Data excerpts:
..............................
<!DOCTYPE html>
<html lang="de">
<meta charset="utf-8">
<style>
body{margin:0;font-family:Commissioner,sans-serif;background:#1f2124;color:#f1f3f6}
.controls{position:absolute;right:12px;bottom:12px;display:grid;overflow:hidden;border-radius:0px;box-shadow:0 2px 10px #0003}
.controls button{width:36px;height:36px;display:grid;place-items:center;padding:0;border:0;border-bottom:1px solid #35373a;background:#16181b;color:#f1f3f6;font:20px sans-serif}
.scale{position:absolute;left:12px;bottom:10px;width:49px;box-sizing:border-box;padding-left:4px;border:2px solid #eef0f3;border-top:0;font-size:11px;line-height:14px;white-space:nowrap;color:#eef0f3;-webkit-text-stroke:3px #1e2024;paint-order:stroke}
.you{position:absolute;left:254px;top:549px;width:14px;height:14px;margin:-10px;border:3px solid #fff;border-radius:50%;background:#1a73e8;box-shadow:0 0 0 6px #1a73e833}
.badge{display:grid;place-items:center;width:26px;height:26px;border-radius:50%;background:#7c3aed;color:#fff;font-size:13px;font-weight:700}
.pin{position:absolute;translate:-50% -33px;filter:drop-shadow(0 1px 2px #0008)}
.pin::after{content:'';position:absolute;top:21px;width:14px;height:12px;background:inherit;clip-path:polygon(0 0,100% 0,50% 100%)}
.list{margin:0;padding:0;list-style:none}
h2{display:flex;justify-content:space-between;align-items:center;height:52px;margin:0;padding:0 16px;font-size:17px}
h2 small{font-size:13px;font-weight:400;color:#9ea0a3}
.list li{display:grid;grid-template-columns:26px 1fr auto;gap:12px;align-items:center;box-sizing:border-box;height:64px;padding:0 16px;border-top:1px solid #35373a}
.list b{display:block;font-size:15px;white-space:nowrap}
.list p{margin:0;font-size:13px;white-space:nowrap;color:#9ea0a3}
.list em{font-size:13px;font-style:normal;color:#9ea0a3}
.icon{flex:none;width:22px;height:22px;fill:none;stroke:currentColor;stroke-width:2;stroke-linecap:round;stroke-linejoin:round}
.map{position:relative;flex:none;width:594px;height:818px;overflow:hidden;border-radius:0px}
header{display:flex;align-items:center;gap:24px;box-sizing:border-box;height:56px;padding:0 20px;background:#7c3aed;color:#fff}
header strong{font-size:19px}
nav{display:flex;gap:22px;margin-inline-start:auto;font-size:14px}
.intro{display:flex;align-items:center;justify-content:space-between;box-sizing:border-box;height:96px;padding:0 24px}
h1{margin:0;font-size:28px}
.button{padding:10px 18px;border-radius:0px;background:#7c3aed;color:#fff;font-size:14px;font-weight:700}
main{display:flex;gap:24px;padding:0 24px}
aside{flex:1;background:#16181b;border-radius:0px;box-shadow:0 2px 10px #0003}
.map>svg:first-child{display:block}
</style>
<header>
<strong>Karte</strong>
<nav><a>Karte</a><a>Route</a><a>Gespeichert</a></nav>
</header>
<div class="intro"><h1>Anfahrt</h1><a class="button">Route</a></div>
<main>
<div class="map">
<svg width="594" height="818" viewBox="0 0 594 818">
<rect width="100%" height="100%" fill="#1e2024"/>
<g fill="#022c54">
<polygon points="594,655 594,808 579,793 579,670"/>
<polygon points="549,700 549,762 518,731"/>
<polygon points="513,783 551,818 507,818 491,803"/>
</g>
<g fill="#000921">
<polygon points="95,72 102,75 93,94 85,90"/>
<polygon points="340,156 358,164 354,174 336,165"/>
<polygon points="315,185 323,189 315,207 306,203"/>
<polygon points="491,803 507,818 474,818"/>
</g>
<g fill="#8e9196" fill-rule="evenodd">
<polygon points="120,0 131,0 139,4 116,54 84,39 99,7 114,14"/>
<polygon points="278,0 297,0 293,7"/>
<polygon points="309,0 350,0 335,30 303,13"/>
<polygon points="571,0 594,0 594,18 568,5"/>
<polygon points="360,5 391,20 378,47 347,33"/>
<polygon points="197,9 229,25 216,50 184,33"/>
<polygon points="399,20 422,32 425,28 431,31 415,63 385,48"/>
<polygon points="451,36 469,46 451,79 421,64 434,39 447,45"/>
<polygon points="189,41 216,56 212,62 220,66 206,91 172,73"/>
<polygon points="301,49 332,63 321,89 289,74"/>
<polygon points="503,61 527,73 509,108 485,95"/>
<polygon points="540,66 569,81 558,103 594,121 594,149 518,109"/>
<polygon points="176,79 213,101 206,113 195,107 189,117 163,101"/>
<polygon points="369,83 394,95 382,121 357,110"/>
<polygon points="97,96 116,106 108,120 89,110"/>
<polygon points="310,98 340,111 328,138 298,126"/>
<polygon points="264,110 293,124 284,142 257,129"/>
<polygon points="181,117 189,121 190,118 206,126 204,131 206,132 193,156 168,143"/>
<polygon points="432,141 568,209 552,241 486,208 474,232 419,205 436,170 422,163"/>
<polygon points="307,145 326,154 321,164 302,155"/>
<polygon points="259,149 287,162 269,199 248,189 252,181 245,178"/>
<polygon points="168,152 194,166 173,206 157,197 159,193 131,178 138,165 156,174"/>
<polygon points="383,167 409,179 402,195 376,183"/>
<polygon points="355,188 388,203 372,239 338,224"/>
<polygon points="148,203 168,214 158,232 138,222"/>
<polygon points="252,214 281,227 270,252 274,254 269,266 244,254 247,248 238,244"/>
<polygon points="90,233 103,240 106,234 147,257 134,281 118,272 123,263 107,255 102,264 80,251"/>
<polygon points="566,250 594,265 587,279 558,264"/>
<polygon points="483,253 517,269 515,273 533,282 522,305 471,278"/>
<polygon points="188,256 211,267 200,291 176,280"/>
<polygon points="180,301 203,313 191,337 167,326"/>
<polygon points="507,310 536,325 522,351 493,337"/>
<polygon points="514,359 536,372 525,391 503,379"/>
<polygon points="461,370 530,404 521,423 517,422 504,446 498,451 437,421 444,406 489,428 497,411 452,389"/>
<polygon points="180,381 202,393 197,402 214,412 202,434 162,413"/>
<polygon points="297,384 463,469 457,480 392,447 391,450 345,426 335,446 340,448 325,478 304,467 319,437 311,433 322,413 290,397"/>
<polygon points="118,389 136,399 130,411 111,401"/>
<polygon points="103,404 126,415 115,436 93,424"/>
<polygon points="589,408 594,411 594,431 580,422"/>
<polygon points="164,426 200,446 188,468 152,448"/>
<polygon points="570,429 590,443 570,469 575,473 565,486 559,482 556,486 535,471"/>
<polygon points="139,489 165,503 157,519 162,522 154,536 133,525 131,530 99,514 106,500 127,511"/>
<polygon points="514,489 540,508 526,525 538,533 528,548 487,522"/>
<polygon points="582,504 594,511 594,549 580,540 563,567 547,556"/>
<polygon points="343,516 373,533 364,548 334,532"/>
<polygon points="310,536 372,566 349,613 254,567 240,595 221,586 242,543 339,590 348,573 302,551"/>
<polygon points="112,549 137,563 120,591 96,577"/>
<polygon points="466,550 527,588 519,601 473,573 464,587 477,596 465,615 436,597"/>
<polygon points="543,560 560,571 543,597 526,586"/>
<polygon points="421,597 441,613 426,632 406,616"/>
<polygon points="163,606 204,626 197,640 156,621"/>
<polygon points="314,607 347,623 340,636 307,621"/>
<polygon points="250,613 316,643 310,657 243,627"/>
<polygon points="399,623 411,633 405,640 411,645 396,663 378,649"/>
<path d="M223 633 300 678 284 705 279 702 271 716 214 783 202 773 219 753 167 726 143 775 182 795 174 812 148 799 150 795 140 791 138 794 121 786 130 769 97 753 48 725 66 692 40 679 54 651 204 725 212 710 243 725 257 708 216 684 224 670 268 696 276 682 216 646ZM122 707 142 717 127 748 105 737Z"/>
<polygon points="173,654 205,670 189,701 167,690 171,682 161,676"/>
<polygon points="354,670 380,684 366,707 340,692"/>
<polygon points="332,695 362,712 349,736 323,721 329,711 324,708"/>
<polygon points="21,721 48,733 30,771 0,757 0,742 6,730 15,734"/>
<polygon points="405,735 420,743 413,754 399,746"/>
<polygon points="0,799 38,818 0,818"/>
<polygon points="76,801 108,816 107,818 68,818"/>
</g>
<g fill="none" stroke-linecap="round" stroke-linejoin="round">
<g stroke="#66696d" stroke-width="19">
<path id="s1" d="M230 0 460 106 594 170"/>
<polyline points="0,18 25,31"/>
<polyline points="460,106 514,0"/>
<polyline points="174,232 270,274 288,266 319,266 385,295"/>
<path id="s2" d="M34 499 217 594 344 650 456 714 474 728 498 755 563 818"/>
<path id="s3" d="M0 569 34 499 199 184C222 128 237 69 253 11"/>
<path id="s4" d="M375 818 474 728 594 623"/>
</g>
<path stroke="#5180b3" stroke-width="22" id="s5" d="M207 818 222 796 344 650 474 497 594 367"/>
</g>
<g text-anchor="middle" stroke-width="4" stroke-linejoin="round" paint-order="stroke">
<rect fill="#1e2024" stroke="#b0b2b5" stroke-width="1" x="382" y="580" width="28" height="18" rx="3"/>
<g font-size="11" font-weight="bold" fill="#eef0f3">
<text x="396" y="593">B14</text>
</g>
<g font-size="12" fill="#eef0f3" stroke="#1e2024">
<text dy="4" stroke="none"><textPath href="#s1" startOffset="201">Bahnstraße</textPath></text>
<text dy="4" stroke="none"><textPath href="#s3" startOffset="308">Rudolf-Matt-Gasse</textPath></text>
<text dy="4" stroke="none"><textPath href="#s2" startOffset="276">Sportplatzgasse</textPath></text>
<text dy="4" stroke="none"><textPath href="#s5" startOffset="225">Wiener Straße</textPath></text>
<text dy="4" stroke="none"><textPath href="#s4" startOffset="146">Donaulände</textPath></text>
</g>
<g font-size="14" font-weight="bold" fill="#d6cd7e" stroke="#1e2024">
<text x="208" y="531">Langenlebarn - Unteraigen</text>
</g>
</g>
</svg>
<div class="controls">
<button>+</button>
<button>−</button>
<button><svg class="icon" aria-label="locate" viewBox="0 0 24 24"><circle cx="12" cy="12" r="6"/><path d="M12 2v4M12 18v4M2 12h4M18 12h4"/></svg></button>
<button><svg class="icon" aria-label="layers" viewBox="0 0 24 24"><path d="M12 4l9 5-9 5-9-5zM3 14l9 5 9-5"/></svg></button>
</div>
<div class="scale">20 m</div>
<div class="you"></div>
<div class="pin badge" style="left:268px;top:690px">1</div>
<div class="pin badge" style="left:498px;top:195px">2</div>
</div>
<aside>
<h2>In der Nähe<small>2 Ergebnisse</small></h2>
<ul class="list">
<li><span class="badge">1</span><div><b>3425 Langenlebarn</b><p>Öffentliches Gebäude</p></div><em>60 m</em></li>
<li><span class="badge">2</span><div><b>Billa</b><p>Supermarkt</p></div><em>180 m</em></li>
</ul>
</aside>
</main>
..............................
Problem description:
From the records above, report the count of lines containing "absolute" and nothing more.

Reply:
5